廃止後は道南バスが鉄道代替路線の運行を開始した[24]。また、穂別 - 千歳空港(当時。後に新千歳空港に移行)を結ぶ路線も転換交付金の対象となり、代替路線として開業した[24]。しかしながら、2002年10月に富内・安住 - 日高町間の路線が廃止され[25]、元の鉄道路線に沿うルートが分断された。また、2012年10月には穂別 - 富内・安住間も全便予約制(むかわ町運行)となった[26]。

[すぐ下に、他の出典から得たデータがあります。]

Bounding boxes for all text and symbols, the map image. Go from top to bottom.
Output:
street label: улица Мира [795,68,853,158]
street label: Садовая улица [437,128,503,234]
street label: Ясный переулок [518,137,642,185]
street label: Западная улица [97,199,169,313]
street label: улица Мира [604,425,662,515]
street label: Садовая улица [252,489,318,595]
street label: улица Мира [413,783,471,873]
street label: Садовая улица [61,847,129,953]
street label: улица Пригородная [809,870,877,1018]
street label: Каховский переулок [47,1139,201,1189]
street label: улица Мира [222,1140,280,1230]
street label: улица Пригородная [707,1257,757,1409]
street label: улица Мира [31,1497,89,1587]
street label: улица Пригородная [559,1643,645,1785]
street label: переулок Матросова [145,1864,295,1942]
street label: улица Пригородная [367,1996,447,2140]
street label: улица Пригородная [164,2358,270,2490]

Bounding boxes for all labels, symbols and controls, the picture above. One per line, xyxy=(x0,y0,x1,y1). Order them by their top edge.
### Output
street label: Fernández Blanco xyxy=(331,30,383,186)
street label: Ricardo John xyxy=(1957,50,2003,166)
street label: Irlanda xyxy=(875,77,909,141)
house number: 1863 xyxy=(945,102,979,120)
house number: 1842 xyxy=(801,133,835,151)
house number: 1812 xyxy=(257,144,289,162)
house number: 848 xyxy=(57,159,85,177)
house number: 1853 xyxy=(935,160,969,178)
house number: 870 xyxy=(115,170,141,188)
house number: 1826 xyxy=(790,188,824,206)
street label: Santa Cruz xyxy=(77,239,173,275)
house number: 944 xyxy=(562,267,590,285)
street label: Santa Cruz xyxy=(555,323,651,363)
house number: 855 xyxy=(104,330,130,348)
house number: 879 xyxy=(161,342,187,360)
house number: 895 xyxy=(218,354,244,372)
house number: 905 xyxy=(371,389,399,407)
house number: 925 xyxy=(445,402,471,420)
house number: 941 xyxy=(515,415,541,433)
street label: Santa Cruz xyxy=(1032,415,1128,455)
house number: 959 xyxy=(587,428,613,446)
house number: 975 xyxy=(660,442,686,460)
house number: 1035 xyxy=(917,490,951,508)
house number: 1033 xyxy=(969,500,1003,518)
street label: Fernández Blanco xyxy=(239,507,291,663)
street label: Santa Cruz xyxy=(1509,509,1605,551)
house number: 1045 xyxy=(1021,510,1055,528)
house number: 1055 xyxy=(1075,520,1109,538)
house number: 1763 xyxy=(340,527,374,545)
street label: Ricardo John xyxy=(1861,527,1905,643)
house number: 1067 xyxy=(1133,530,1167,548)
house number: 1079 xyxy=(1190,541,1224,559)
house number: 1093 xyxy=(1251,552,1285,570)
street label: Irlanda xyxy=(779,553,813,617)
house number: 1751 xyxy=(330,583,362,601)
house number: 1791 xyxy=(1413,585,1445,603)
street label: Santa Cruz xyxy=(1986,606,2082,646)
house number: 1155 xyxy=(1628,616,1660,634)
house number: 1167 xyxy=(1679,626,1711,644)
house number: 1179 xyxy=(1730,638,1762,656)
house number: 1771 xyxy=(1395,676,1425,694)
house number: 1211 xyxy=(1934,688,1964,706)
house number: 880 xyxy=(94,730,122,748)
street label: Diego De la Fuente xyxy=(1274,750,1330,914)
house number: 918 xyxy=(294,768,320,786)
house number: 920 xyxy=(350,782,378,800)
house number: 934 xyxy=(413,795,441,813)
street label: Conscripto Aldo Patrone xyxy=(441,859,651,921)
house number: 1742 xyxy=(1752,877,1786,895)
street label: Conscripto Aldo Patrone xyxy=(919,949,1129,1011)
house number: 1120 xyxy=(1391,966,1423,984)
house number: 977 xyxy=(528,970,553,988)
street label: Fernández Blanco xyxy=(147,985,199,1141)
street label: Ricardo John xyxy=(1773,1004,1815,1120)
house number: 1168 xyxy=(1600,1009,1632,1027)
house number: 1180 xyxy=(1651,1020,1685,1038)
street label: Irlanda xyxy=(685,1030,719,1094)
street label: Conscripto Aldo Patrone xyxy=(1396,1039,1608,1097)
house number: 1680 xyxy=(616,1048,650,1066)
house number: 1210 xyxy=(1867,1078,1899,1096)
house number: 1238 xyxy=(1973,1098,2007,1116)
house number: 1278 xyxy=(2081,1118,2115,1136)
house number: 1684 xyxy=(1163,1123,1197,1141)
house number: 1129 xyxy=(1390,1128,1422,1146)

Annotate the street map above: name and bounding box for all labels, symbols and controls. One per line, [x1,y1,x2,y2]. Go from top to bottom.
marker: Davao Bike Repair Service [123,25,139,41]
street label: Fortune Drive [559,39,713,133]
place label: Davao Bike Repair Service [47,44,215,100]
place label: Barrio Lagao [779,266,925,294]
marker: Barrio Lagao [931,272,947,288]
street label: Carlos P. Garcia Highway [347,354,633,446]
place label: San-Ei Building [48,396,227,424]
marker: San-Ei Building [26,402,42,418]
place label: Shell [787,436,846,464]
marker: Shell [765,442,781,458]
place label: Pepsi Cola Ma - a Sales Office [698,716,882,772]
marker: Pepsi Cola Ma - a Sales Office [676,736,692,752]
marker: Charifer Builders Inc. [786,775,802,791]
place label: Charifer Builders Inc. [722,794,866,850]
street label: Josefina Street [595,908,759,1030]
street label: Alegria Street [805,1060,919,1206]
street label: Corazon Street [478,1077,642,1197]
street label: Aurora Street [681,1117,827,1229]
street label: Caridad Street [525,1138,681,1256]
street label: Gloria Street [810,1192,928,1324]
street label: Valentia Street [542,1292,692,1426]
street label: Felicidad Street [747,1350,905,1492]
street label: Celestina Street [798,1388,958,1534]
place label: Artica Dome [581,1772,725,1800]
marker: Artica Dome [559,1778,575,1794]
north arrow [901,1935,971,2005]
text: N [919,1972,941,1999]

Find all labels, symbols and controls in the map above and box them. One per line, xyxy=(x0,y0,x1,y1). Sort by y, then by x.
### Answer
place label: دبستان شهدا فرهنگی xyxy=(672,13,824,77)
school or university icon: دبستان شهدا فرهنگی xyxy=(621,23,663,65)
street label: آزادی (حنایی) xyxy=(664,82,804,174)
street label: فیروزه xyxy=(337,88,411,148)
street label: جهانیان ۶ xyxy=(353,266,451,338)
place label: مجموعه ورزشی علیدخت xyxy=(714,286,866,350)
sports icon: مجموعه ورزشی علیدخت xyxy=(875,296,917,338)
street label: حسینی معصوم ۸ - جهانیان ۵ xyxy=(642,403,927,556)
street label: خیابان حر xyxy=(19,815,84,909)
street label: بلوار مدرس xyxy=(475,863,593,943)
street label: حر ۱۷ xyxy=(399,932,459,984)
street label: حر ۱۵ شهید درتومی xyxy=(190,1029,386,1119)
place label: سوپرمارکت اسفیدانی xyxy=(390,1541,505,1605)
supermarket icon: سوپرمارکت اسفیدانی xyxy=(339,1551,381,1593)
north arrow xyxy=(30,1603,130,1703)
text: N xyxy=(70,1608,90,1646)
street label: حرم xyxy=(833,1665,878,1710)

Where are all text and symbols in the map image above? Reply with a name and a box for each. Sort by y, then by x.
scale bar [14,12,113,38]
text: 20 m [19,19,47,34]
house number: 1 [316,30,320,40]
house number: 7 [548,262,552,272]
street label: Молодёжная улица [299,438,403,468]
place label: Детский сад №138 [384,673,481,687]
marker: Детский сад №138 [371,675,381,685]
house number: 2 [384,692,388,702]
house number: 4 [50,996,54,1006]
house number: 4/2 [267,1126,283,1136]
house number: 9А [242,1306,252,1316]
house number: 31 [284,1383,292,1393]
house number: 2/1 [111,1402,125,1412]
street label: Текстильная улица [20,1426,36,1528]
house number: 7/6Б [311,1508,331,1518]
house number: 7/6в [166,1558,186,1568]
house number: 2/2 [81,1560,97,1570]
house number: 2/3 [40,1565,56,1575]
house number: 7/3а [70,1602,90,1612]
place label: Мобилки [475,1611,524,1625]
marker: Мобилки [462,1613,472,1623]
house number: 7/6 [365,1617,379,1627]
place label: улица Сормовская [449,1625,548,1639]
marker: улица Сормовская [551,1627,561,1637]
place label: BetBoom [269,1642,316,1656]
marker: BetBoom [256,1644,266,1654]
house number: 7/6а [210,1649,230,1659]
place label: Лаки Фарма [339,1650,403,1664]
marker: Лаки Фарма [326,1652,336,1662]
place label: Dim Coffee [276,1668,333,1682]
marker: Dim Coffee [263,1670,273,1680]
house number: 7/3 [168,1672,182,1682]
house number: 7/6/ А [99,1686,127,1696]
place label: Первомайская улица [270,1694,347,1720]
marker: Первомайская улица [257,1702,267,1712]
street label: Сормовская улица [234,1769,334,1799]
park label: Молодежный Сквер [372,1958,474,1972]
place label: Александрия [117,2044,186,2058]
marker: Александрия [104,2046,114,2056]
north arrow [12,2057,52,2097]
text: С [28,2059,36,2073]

振内・日高町方面への路線は国道237号を通り、平取または富川で他路線に接続する形で運行されている[27]

代替となる路線[27][28]
  • 鵡川駅前 - 穂別出張所
    • 2007年10月1日より、むかわ町営バスが一律200円になったのに合わせ、距離にかかわらず1乗車の最大運賃が200円となっている[28]
  • 穂別出張所 - 富内・安住(予約制)
  • 新千歳空港 - 穂別出張所(予約制)
  • 苫小牧駅前 - )富川高校前 - 平取 - 振内案内所 - 日高ターミナル

富内駅は駅舎や駅構内のホーム、線路等の施設が保存されており、国の登録有形文化財となっている[29]。また、振内駅跡地には振内鉄道記念館が設置され関係資料が展示されている他、ホームや線路が残っており、D51形蒸気機関車や客車が展示されている[30]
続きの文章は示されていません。